Alcohol: The World's Oldest (And Most Popular) Drug
Let's get one thing straight: alcohol is a drug. Not a beverage category. Not a "social lubricant." A drug.
And it's the oldest, most popular, most socially acceptable drug humanity has ever mass-produced.
We've been fermenting things and drinking the results for at least 10,000 years, possibly longer.
Ancient Sumerians were brewing beer around 4000 BC and writing hymns about it.
The ancient Chinese were fermenting rice, honey, and fruit around 7000 BC. Humans figured out how to get drunk before we figured out how to read.
Think about that. We prioritized intoxication over literacy.
Why Alcohol Won
Alcohol didn't become humanity's favorite drug by accident. It had a few things going for it:
It was safer than water. For most of human history, water was a gamble. Fermentation killed bacteria, so beer and wine were literally healthier than the alternatives.
It grew everywhere. Grapes, grains, honey, fruit—if it had sugar, humans figured out how to turn it into booze. Geography didn't matter. Ingenuity did.

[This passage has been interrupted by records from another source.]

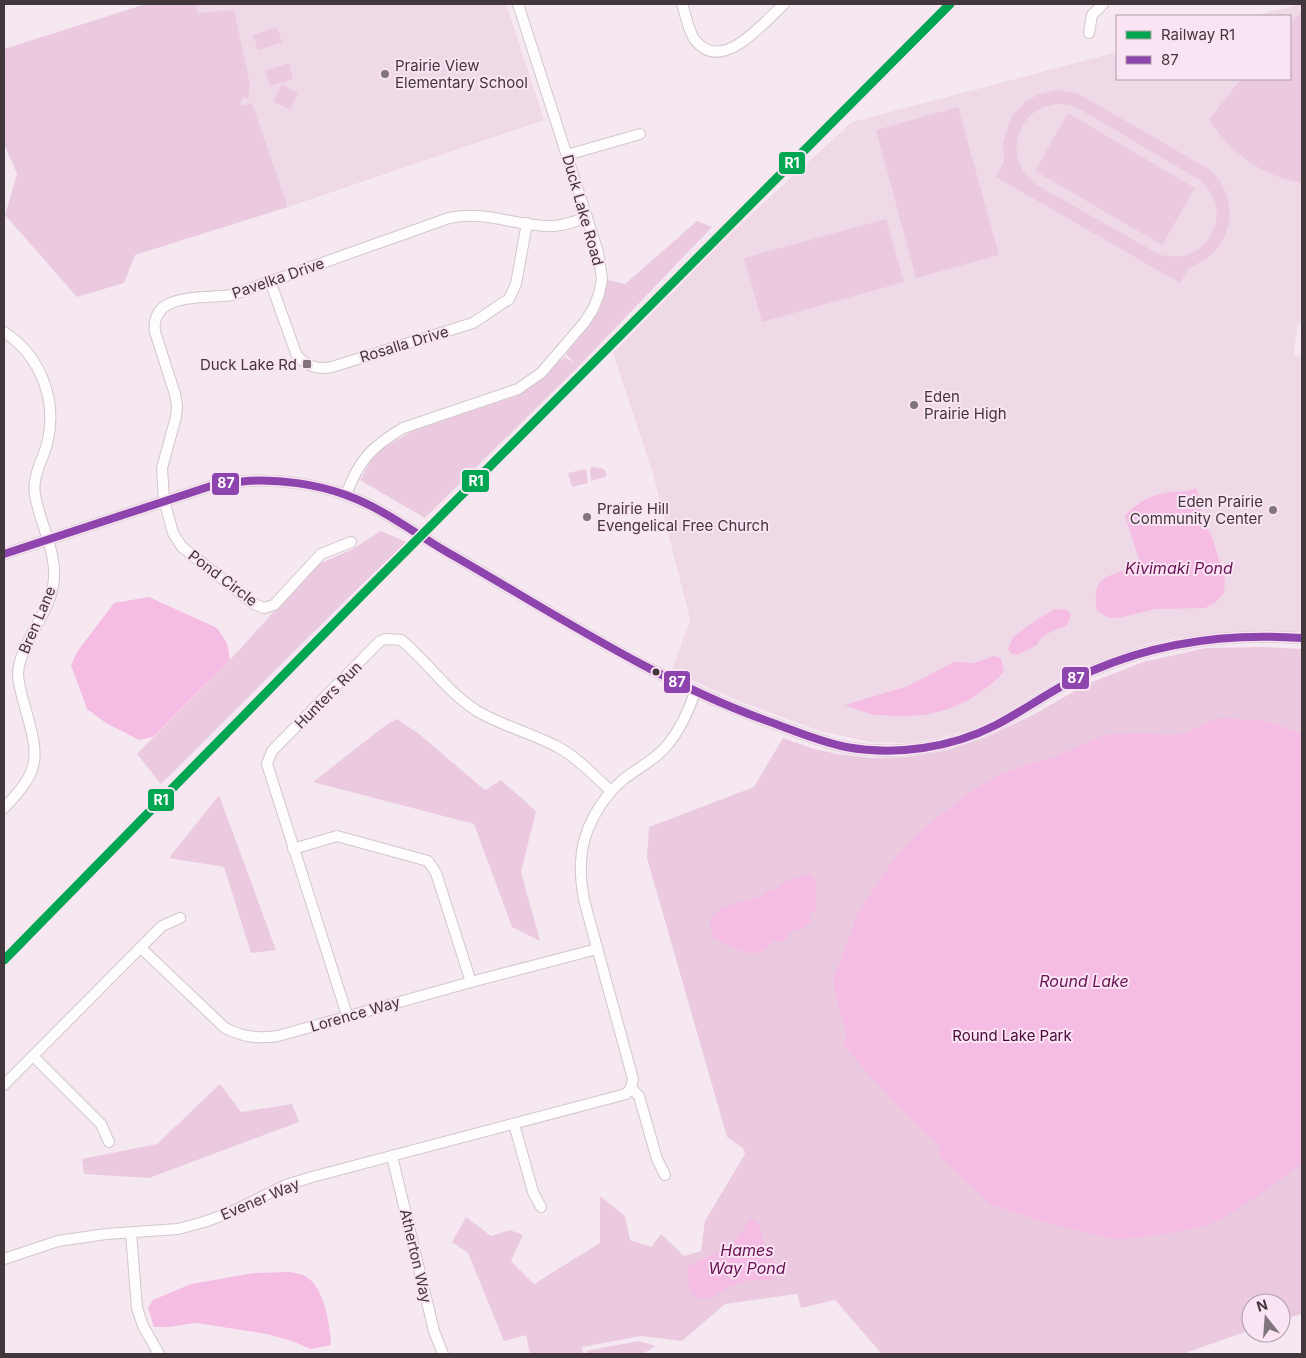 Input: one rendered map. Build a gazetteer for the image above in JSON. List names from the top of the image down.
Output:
{
  "streets": {
    "street": [
      "Duck Lake Road",
      "Pavelka Drive",
      "Rosalla Drive",
      "Pond Circle",
      "Bren Lane",
      "Hunters Run",
      "Lorence Way",
      "Evener Way",
      "Atherton Way"
    ]
  },
  "crossings": [
    ["Duck Lake Road", "Pavelka Drive"],
    ["Pavelka Drive", "Rosalla Drive"],
    ["Pavelka Drive", "Pond Circle"],
    ["Hunters Run", "Lorence Way"],
    ["Evener Way", "Atherton Way"]
  ],
  "water": ["Kivimaki Pond", "Round Lake", "Hames Way Pond"],
  "parks": ["Round Lake Park"],
  "places": {
    "other": [
      "Prairie View Elementary School",
      "Eden Prairie High",
      "Eden Prairie Community Center",
      "Prairie Hill Evengelical Free Church"
    ],
    "transit": ["Duck Lake Rd"]
  },
  "lines": ["rail line R1", "transit line 87"],
  "legend": ["Railway R1", "87"],
  "north": "top"
}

It brought people together. Alcohol made strangers into friends, enemies into allies, and awkward dinners slightly less unbearable. Social bonding through mild poisoning turned out to be a universal human strategy.
Kentucky's Role in the Story
Kentucky didn't invent alcohol, but we perfected one version of it: bourbon.
In the late 1700s, settlers in Kentucky started distilling corn into whiskey because they had more corn than they knew what to do with and no good way to transport it.
Turns out, liquid corn travels better than bushels of it. By the early 1800s, bourbon was Kentucky's signature export, and it still is.
Today, 95% of the world's bourbon is made in Kentucky. And if you really ask me, bourbon can ONLY be produced in the state of Kentucky.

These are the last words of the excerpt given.